Written by Zoe Davies

John Hartley (2004) compares the construction of reality television to Shakespeare’s methodology. He characterises Elizabethan theatre as a communal experience where ‘universality’ was felt in a common space. Television is perhaps the only location where anything similar can be reproduced. Television is the only really ‘national’ theatre our society is ever likely to have and therefore houses the values of an engaged and participatory audience.  Much of Shakespeare’s drama was focused around the public sphere and referred to archetypal ‘stock characters’ and their place within the public sphere. Hartley suggests that reality television actually “gathers international populations while recognising national differences, and encourages cross-demogrpahic and multiplatform talk about human character, interaction and plot”

(2004, p305)



Here it seems Hartley is discussing the model of reception relating to Australian Reality TV which the Australian Media and Communications Authority conducted a close analysis of in 2007.
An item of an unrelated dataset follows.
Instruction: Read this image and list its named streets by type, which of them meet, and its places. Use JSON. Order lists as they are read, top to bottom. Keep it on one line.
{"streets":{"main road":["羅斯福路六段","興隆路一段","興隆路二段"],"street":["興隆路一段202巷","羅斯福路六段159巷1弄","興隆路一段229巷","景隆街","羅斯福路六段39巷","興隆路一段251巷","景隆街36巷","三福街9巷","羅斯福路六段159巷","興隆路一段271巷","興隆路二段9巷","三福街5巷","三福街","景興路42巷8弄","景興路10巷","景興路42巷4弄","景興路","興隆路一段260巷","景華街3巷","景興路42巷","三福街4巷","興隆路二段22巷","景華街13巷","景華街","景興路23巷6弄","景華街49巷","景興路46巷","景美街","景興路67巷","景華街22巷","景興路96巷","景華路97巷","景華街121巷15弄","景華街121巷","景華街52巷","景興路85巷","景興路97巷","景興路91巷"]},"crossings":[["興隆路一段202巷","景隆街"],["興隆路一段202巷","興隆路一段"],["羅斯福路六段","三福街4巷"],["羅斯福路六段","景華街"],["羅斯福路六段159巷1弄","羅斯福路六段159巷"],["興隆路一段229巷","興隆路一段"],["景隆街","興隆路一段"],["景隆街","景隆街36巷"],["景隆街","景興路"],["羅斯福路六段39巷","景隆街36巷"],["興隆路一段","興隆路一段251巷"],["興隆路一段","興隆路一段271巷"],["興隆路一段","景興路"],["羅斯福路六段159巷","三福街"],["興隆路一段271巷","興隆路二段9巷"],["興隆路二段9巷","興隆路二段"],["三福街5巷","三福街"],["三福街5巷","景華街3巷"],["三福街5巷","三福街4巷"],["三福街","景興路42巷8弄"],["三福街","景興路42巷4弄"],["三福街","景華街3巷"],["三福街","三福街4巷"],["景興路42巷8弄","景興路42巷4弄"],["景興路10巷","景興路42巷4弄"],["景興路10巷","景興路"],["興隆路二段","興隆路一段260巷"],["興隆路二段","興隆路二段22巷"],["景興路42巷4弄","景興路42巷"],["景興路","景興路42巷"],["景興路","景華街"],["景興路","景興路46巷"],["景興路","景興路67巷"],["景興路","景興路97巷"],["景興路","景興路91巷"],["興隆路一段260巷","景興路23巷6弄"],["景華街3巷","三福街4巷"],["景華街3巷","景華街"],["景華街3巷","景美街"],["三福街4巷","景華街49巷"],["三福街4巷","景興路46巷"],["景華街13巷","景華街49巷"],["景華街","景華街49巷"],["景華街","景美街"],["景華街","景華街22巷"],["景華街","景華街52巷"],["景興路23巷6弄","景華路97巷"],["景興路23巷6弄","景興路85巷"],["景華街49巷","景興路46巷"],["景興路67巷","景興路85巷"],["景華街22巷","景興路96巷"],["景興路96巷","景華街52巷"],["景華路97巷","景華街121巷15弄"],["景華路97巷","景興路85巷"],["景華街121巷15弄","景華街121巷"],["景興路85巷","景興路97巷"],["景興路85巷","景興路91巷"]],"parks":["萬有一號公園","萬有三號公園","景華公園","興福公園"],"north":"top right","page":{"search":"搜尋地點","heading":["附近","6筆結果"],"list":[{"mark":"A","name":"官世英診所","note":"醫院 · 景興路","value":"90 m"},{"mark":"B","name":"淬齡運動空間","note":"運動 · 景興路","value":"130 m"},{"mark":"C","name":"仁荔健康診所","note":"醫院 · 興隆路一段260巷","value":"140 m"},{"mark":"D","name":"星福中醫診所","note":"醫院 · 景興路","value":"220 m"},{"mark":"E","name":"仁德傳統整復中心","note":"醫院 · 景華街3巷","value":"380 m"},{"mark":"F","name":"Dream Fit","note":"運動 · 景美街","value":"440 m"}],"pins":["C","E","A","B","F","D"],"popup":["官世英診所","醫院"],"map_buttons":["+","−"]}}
“Reality television programming in all its forms is one of the most popular types of programming on Australian commercial free-to-air television. This popularity is clearest from ratings data, which indicates the extent to which reality television programming is valued by he Australian community….Focus group participants noted that they liked reality television for a range of reasons, including because it was unpredictable, reflects everyday experiences, shows unusual or novel situations, engages the viewer (including through voting for competitors), has an element of suspense, is educational/can teach a lesson and because viewers like to think that the program participant ‘could be me’



The notion of television becoming an active site of the public sphere may call for an increase in political discussion, as many citizens of the public sphere embody different levels of political awareness and engagement, We ask; does reality television therefore encompass the ability to draw disparate populations together and address universal issues from a range of viewpoints?

“Citizens behave as a public body when they confer in an unrestricted fashion about matters of general interest. Today, newspapers and magazines, radio and television are the media of the public sphere” Habermas, 2009, p73)

Scott Olsen (1999) describes transparency as ‘any textual apparatus that allows audiences to project indigenous values, beliefs, rites and rituals into imported media”.



We argue that reality TV has the capacity to have transparency rather than superficiality and that reality TV can in fact be used as a platform upon which to voice otherwise untold stories and unfurl complex narratives that are not addressed by the mainstream media.

We will take the ground-breaking Australian reality TV series Go Back To Where You Came from as an example of transparency as it aims to stimulate discussion in new audiences on the issue of asylum seekers which is an issue without transparency in mainstream media.



“The performance of the self is now done by citizens for themselves and for each other, not by representative actors…the source of meaning is now located in the consumer not the producer”. (Olsen, 1991, p303)



Olsen, Scott Robert (1999), Hollywood Planet: Global Media and the Compedative Advantage of Narrative Transparency, (Mawah, N.J.: Lawrence Erlbaum Associates, 1999) 5-6

Habermas, (2009) “The Public Sphere: An Encylopedia Article” Media and Cultural Studies: Keyworks Hoboken: Wiley-Blackwell, 2009, Chapter 5, 73-78

 

Reality Television Review, 2007, Australian Media and Communications Authority, Canberra [http://www.acma.gov.au/webwr/_assets/main/lib101055/acma_reality-review_discussion-paper_dec2006.pdf] Accessed 3rd April 2013.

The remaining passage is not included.